6 Seasonal Superfoods to Eat More of This Fall

Stay healthy this fall and winter with these 6 delicious & nutritious seasonal superfoods!

I don’t know about you, but fall is one of my favorite seasons! The fresh, crisp air, the smell of the beautiful autumn leaves, the comfort of warm, cozy sweaters – it all just makes me feel appreciative of the world around me. Of course, fall comes with its own challenges – not the least of which is the fact that winter is close on its heels! Along with colder weather come cold and flu season, the winter blues, and often extra weight gain.

Fortunately nature provides remedies in the form of seasonal superfoods that provide antioxidants and other nutrients that can help fight some of these fall and winter ailments.

Here are just a few to consider adding to your diet while they’re in season:

1.) Pomegranate

Bright pink and heart-shaped, this favorite fruit has been prized for its sweet juicy seeds and ruby red color for millennia… In a study that followed patients with heart disease, those that supplemented with just 1 ounce of pomegranate juice every day for a year had a 12 percent reduction in blood pressure and 30 percent less plaque in their arteries.

The seeds themselves also pack a hefty dose of fiber and vitamin C, so you’ll feel good throughout the holiday season…

2.) Pumpkin

…The carotenoids in pumpkin are also incredible disease fighters; the antioxidant that’s found in brightly colored fruits and veggies has been proven to reduce heart disease and cancer risk…. (For more on this super food, check out last week’s post on the health benefits of pumpkin.)

3.) Dates

Sweet, wrinkly, and full of flavor (and fiber), date fruits are harvested in the early fall… Perfect for adding a touch of natural sugar to anything you’re cooking this fall, the fruit is full of skin-beautifying vitamin A and metabolism-boosting magnesium

4.) Cranberries

Low in calories but high in nutrients, tart cranberries are your new fall food BFF.  Because they can be very tart to the point of bitterness, they’re often eaten dried and sweetened or mixed into a goopy, sugary sauce. Not exactly the best way to deliver their cancer-fighting polyphenols.
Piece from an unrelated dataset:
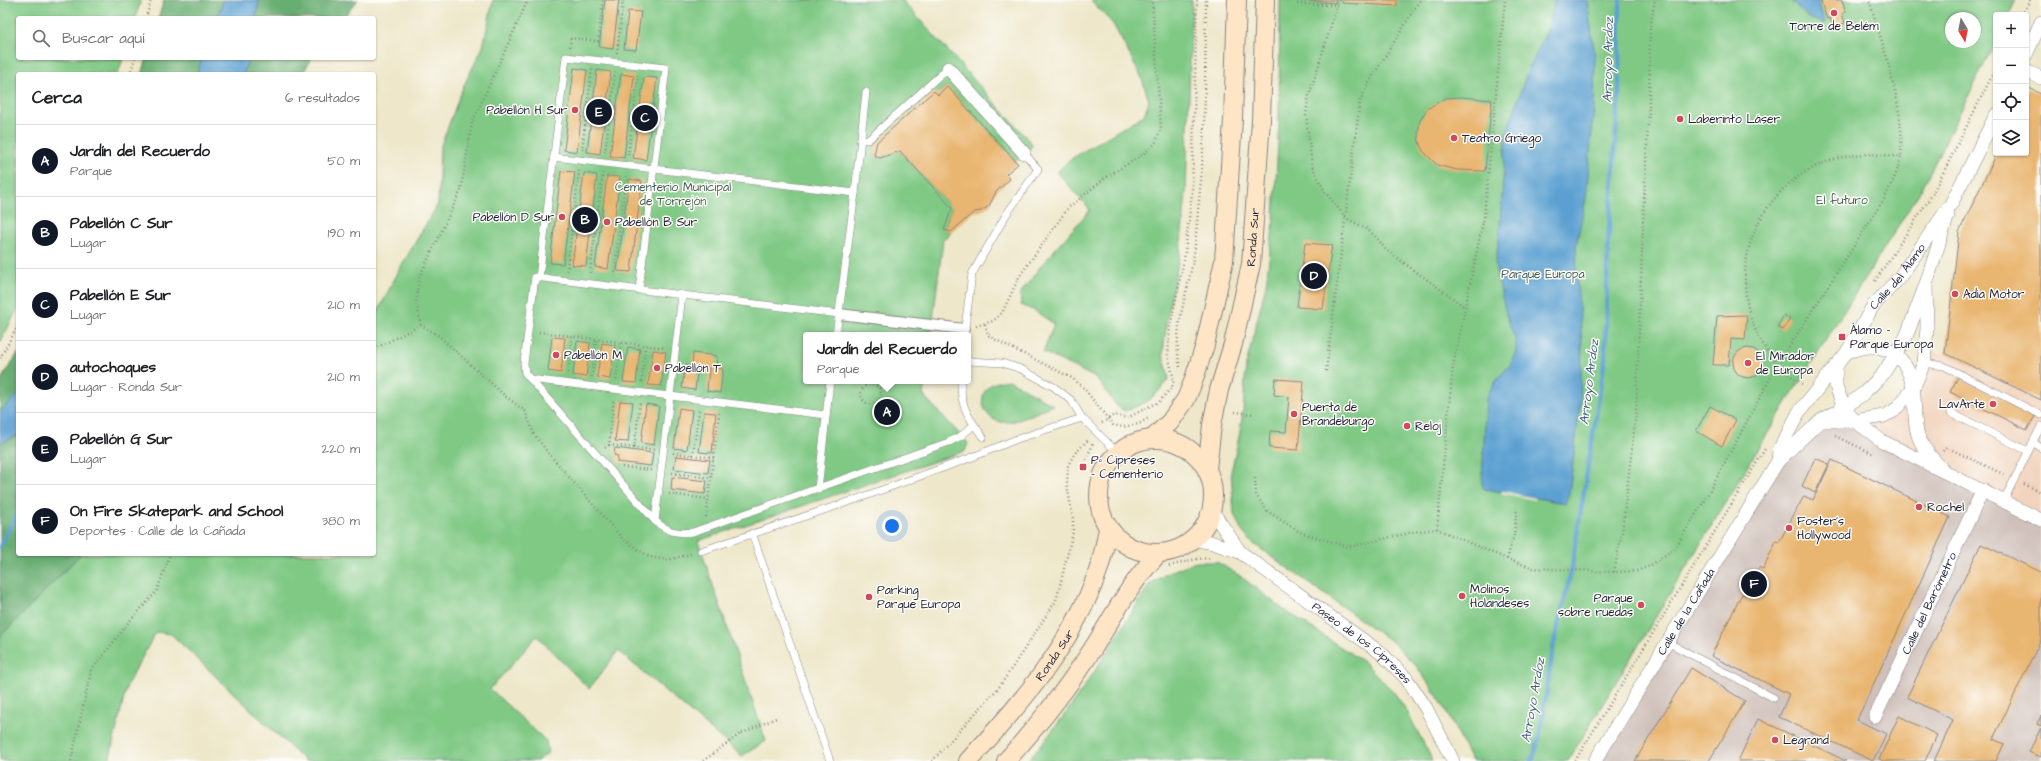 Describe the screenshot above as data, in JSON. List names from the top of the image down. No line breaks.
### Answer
{"streets":{"main road":["Ronda Sur"],"street":["Calle del Álamo","Calle del Barómetro","Calle de la Cañada","Paseo de los Cipreses"]},"crossings":[["Ronda Sur","Paseo de los Cipreses"],["Calle del Álamo","Calle de la Cañada"]],"water":["Arroyo Ardoz"],"parks":["Cementerio Municipal de Torrejón","El futuro","Parque Europa"],"places":{"other":["Torre de Belém","Pabellón H Sur","Laberinto Láser","Teatro Griego","Pabellón D Sur","Pabellón B Sur","Adia Motor","Pabellón M","El Mirador de Europa","Pabellón T","LavArte","Puerta de Brandeburgo","Reloj","Rochel","Foster's Hollywood","Molinos Holandeses","Parking Parque Europa","Parque sobre ruedas","Legrand"],"transit":["Álamo - Parque Europa","Pº Cipreses - Cementerio"]},"north":"bottom","page":{"map_buttons":["+","−"],"search":"Buscar aquí","heading":["Cerca","6 resultados"],"pins":["E","C","B","D","A","F"],"list":[{"mark":"A","name":"Jardín del Recuerdo","note":"Parque","value":"50 m"},{"mark":"B","name":"Pabellón C Sur","note":"Lugar","value":"190 m"},{"mark":"C","name":"Pabellón E Sur","note":"Lugar","value":"210 m"},{"mark":"D","name":"autochoques","note":"Lugar · Ronda Sur","value":"210 m"},{"mark":"E","name":"Pabellón G Sur","note":"Lugar","value":"220 m"},{"mark":"F","name":"On Fire Skatepark and School","note":"Deportes · Calle de la Cañada","value":"380 m"}],"popup":["Jardín del Recuerdo","Parque"]}} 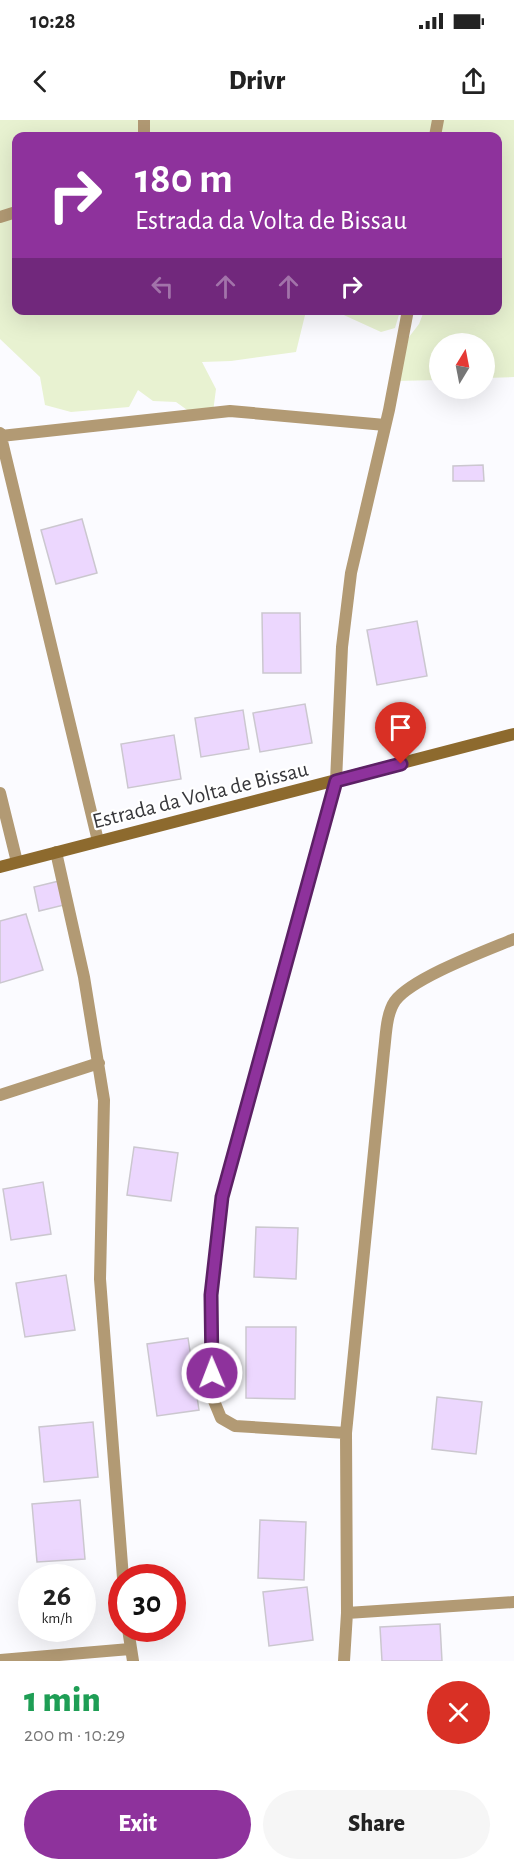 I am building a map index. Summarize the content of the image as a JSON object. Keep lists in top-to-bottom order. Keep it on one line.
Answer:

Instead, get your hands on some fresh cranberries (or dried, unsweetened cranberries!) and add them into smoothies for a boost of flavor, color, and anti-inflammatory compounds

5.) Ginger

Stomach soother, stress reliever, bacteria killer—ginger is totally worthy of its superfood moniker… The root contains 6-gingerol, a bioactive substance that has an effect on everything from fighting cancer to helping relieve nausea. Ginger also has powerful anti-inflammatory effects and can even ease pain after a tough workout. Try it freshly grated into soups, as a tea, or even as a ginger chew to soothe a stomach ache.

6.) Cinnamon

This staple spice makes its way into so many winter dishes, but it’s worth adding a dash of cinnamon to your meals year round. Like many spices, it’s got impressive anti-inflammatory capabilities and antimicrobial properties. But we love cinnamon for its fat-burning function—a sprinkle of cinnamon lowers blood sugar levels up to 15 percent, which helps the body burn fat more efficiently.